Au niveau de la quantité il y a deux aquifères qui ont subi (et subissent encore) les effets d’une surexploitation. Le premier est l’aquifère des calcaires (du Carbonifère) dans le Tournaisis mais depuis 15 ans, il y a concertation entre la Wallonie, la Flandre et la France pour réguler son exploitation, ce qui a permis (grâce notamment à de gros investissements comme celui de la ‘Transhennuyère’) une remontée de la nappe. L’autre aquifère surexploité est la nappe du Socle en région flamande, qui va de Bruxelles à Ostende. Elle a été surexploitée de façon importante jusqu’il y a une dizaine d’années : le niveau est aujourd’hui à -200 m alors que l’eau était initialement à -30m ! Mais là aussi, des mesures de régulation ont été prises. «Pour le reste, précise Alain Dassargues, il n’y a pas de problème de quantité chez nous, surtout pas en Région Wallonne.
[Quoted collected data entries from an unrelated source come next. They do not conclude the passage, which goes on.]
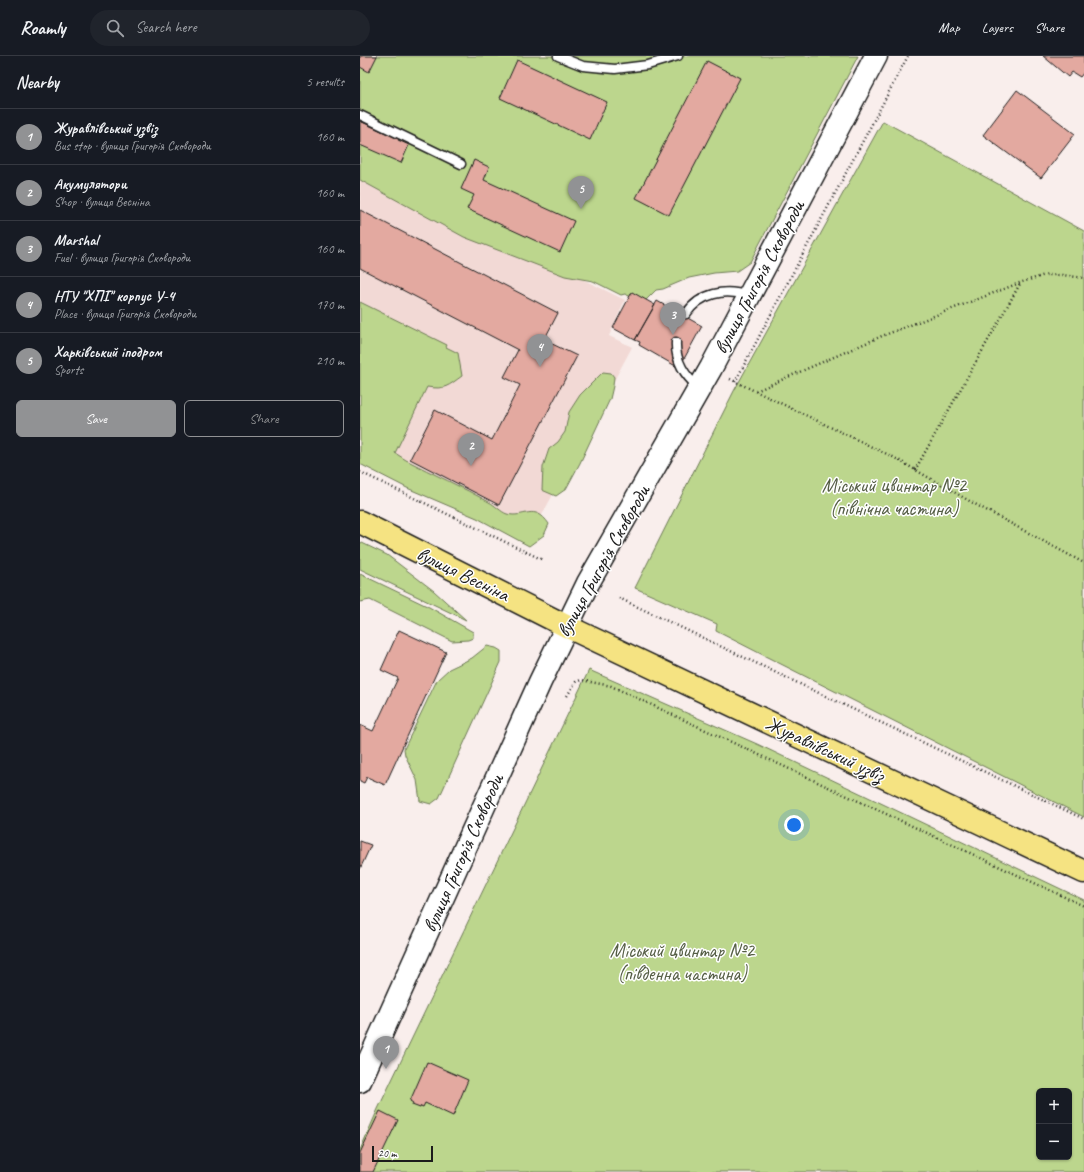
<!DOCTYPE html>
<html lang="en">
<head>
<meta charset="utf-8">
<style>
	:root { --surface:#171b24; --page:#20242c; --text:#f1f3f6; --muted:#9ea1a6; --line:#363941; --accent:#919294 }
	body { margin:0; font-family:Caveat,sans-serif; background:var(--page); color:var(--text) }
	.controls { position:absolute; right:12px; bottom:12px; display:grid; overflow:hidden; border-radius:6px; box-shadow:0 1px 3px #0004 }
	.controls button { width:36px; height:36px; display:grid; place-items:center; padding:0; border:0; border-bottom:1px solid var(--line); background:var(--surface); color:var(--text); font:20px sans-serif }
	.scale { position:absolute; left:12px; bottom:10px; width:61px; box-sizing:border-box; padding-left:4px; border:2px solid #1c1c1c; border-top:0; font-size:11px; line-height:14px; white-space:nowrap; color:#1c1c1c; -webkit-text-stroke:3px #fff; paint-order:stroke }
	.you { position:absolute; left:434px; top:769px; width:14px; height:14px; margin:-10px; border:3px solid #fff; border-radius:50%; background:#1a73e8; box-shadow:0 0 0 6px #1a73e833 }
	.badge { display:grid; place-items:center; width:26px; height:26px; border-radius:50%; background:var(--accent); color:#fff; font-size:13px; font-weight:700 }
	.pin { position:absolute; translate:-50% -33px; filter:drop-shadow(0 1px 2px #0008) }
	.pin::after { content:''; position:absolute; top:21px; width:14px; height:12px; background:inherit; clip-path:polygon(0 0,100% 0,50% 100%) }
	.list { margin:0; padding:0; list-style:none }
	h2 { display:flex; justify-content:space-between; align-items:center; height:52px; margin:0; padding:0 16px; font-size:17px }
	h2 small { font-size:13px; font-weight:400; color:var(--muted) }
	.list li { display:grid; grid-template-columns:26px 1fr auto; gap:12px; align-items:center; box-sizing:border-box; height:56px; padding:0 16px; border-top:1px solid var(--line) }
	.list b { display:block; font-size:15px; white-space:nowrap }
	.list p { margin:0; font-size:13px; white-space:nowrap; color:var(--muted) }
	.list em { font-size:13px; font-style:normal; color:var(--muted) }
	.actions { display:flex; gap:8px; padding:12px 16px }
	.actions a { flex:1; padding:9px 0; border:1px solid var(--accent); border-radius:6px; text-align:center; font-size:14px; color:var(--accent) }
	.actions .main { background:var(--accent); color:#fff }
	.icon { flex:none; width:22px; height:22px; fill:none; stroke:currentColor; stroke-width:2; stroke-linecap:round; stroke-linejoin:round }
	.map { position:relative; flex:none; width:724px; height:1116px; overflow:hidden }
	header { display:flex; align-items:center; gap:24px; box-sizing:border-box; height:56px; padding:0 20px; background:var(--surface); border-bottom:1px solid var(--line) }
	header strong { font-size:19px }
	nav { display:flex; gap:22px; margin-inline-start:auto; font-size:14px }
	.search { width:280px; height:36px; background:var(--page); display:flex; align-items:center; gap:10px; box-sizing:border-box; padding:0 14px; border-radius:22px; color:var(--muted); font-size:15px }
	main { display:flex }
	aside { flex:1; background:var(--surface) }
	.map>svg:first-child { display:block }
	.built { fill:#f2d9d5 }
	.green { fill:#bcd68d; stroke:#6c7954; fill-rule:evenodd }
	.building { fill:#e3a9a0; stroke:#1c1c1c }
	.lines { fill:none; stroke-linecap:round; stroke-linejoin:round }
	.lane-casing { stroke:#1c1c1c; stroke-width:11 }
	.secondary-casing { stroke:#1c1c1c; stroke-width:25 }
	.primary-casing { stroke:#1c1c1c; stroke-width:25 }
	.path { stroke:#1c1c1c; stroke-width:2.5; stroke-dasharray:1 3; stroke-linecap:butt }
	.lane { stroke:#fff; stroke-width:8 }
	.secondary { stroke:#fff; stroke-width:22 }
	.primary { stroke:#f5e382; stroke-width:22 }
	.labels { text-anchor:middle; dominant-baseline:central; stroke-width:3; stroke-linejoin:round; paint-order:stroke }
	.street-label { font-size:20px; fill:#1c1c1c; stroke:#fff }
	.park-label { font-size:20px; fill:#545d44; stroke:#fff }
</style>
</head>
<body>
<header>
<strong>Roamly</strong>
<div class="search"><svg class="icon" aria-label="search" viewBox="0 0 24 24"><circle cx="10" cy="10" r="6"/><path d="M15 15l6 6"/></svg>Search here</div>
<nav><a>Map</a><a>Layers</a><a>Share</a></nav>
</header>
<main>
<aside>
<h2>Nearby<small>5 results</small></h2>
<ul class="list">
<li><span class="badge">1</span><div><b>Журавлівський узвіз</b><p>Bus stop · вулиця Григорія Сковороди</p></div><em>160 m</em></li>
<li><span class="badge">2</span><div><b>Акумулятори</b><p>Shop · вулиця Весніна</p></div><em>160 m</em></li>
<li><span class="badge">3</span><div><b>Marshal</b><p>Fuel · вулиця Григорія Сковороди</p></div><em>160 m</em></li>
<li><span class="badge">4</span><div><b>НТУ &quot;ХПІ&quot; корпус У-4</b><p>Place · вулиця Григорія Сковороди</p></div><em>170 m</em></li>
<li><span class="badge">5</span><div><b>Харківський іподром</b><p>Sports</p></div><em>210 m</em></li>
</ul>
<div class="actions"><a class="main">Save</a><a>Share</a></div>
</aside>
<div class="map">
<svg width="724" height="1116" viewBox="0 0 724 1116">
	<rect width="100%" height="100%" fill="#f9eeec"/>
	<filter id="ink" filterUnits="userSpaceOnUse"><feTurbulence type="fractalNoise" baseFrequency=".025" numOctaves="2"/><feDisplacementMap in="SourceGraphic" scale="8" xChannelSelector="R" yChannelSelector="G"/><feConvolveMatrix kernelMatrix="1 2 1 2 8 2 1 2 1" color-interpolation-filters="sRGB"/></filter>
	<g filter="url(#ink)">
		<path class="built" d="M0,114L265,244L249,280L272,291L167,487L0,404Z"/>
		<path class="green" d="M0,0H498L390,206L377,215L354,217L329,222L303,233L296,234L283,247L265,238L261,239L233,225L205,220L104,181L0,124Z
			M523,65L724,175V761L407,601L356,575L357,568L275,532L374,335Z
			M0,246L87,289L86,291L98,297L102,320C88,330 85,334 67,331L35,397L46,404C73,418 102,431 129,446C135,449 141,456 147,458C164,463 174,446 189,468L184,479L169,490L117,462L47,432L0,408Z
			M243,316L251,317L254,321L253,330L250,343L220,407L206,433L196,440L182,434L183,411L189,393L198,386L205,376L209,356L220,339Z
			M0,486L27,499L74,535L106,564L0,513Z
			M0,518L69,551L113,576V582L108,584L92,585L10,544L0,546Z
			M127,590L136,592L141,595V606L79,742L71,748L60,745L57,724L45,699L44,693L77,624L89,613L112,602Z
			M229,614L397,688L724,844V1116H0V1094L18,1053ZM679,1035H709V1101H679Z"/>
		<path class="building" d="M0,0H17L9,16L0,11Z
			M683,0H724V16L720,21L712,16L708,21Z
			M157,4L247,46L230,84L140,42Z
			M347,5L380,22L309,159L276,142Z
			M657,34L715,78L681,122L623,79Z
			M0,65L39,83L38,84L49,89L41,107L0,89Z
			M114,104L129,111L124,124L214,165L200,196L107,153L114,139L101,133Z
			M0,154L198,257L184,284L217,300L139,449L50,403L75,354L132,384L160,329L144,321L158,294L0,212Z
			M272,236L295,249L275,284L253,272Z
			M297,245L342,270L319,312L279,289L280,286L275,284Z
			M39,574L86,596L25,729L7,721L4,727L0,725V669L13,675L38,622L21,614Z
			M0,785L11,789L0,813Z
			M67,1006L108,1024L93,1060L65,1047L63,1051L61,1050L60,1052L52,1049L53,1047L50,1045Z
			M20,1055L38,1064L13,1116H0V1097Z"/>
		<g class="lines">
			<defs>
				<path id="lane" d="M198,0L223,10L255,13L288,9L318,0
					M0,59L101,108
					M326,258C340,237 365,232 388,240
					M316,286C315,305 325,320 339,332"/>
				<path id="secondary" d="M0,1025L180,626L228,527L351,312L516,0"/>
				<path id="primary" d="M0,466L206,570L724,816"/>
			</defs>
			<use href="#lane" class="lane-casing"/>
			<use href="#secondary" class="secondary-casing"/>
			<use href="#primary" class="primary-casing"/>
			<path class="path" d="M370,323L533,401L613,447L724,507
				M375,326L548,0
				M396,335L522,280L662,226L685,219H702L724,222
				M555,414L661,226
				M0,416L183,504
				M259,542L724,763
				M207,640L216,626L221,624L251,630L724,850"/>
			<use href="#lane" class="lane"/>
			<use href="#secondary" class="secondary"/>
			<use href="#primary" class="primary"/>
		</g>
	</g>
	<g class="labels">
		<g class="street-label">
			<text transform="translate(399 221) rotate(-62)">вулиця Григорія Сковороди</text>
			<text transform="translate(243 505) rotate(-61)">вулиця Григорія Сковороди</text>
			<text transform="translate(103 518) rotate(26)">вулиця Весніна</text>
			<text transform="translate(465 693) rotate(25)">Журавлівський узвіз</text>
			<text transform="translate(103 797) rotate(-66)">вулиця Григорія Сковороди</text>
		</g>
		<g class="park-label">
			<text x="534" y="429">Міський цвинтар №2<tspan x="534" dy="23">(північна частина)</tspan></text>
			<text x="322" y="894">Міський цвинтар №2<tspan x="322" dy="23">(південна частина)</tspan></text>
		</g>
	</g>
</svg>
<div class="controls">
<button>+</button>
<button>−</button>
</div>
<div class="scale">20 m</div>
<div class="you"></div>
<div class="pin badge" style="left:26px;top:1013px">1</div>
<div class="pin badge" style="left:111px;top:410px">2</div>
<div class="pin badge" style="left:313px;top:279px">3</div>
<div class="pin badge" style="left:180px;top:311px">4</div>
<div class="pin badge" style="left:221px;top:153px">5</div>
</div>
</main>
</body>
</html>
Du point de vue de la qualité, cela a fort évolué. On a commencé à parler de pollution des nappes dans les années 1980. On sait que le principal problème, ce sont les nitrates mais il y a aujourd’hui aussi des traces de produits phyto-sanitaires et de polluants appelés ‘émergeants’ comme certains produits pharmaceutiques, des drogues, … dont certains ne se dégradent pas ou peu. Mais il faut dire qu’on dispose aujourd’hui de méthodes analytiques qui permettent de déceler de très petites concentrations. Il faut cependant reconnaître que nous avons des eaux d’excellente qualité en Belgique. Cela ne nous empêche évidemment pas de rester très vigilants et à l’avant-garde en termes de surveillance et d’anticipation des problèmes potentiels».